Fig.7: Search by region for obsolete websites of defunct municipalities.
Fig. 8: 3D wall for the collection of the Great East Japan Earthquake in 2011.

Extracting PDF Documents

The fourth use case is extracting PDF documents. The websites that are archived in WARP contain many PDF files of books and periodical articles. We search for these online publications and add metadata to those that are considered significant. These PDF files with metadata are then stored into the “NDL Digital Collections” as the “Online Publications” collection. Furthermore, the metadata are harvested using OAI-PMH by “NDL Search” which is an integrated search service of catalogs including libraries, archives, museums, academic institutes in Japan, so that curators can find PDF files using conventional search methods. 1,400,000 PDF files cataloged in 1,000,000 records are already available online. The NDL launched a new OPAC in January 2018 and it implemented the similar integrated search.

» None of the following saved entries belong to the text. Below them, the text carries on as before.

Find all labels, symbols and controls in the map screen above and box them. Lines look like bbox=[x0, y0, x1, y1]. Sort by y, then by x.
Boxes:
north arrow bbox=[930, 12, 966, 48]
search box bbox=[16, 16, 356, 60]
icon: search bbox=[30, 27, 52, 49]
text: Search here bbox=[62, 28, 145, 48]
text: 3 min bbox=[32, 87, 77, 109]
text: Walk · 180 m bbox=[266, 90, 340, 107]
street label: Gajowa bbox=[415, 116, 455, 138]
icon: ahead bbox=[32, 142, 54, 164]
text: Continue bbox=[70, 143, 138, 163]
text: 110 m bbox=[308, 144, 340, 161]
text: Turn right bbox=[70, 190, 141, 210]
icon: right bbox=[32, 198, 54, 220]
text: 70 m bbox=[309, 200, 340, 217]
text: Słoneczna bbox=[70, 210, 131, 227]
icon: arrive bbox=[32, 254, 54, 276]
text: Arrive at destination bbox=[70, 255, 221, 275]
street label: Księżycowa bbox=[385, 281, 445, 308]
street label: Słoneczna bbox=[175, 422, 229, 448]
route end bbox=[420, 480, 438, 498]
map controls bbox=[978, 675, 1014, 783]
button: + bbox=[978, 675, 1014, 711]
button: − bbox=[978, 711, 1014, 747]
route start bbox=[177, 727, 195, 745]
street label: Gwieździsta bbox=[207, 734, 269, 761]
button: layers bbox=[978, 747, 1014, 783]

Fig. 9: Extracting PDF documents from archived websites.

Future challenges

I want to conclude this post with a short discussion of future challenges that have been lively discussed by IIPC members too.

Web archives have tremendous potential for use in big data analysis, which could be used to uncover how human history has been recorded in cyberspace. The NDL also needs to study how to make data sets suitable for data mining and how to promote engagement with researchers.

Another challenge is the development of even more robust search engine technology. WARP provides full-text search with Apache Lucene Solr, and has already indexed 2.5 billion files in the creation of indexes totaling 17 terabytes. But we are not satisfied with the search results, which contain duplicate material archived at different times and other noise. We need to develop a robust and accurate search engine specialized for web archives that uses temporal elements.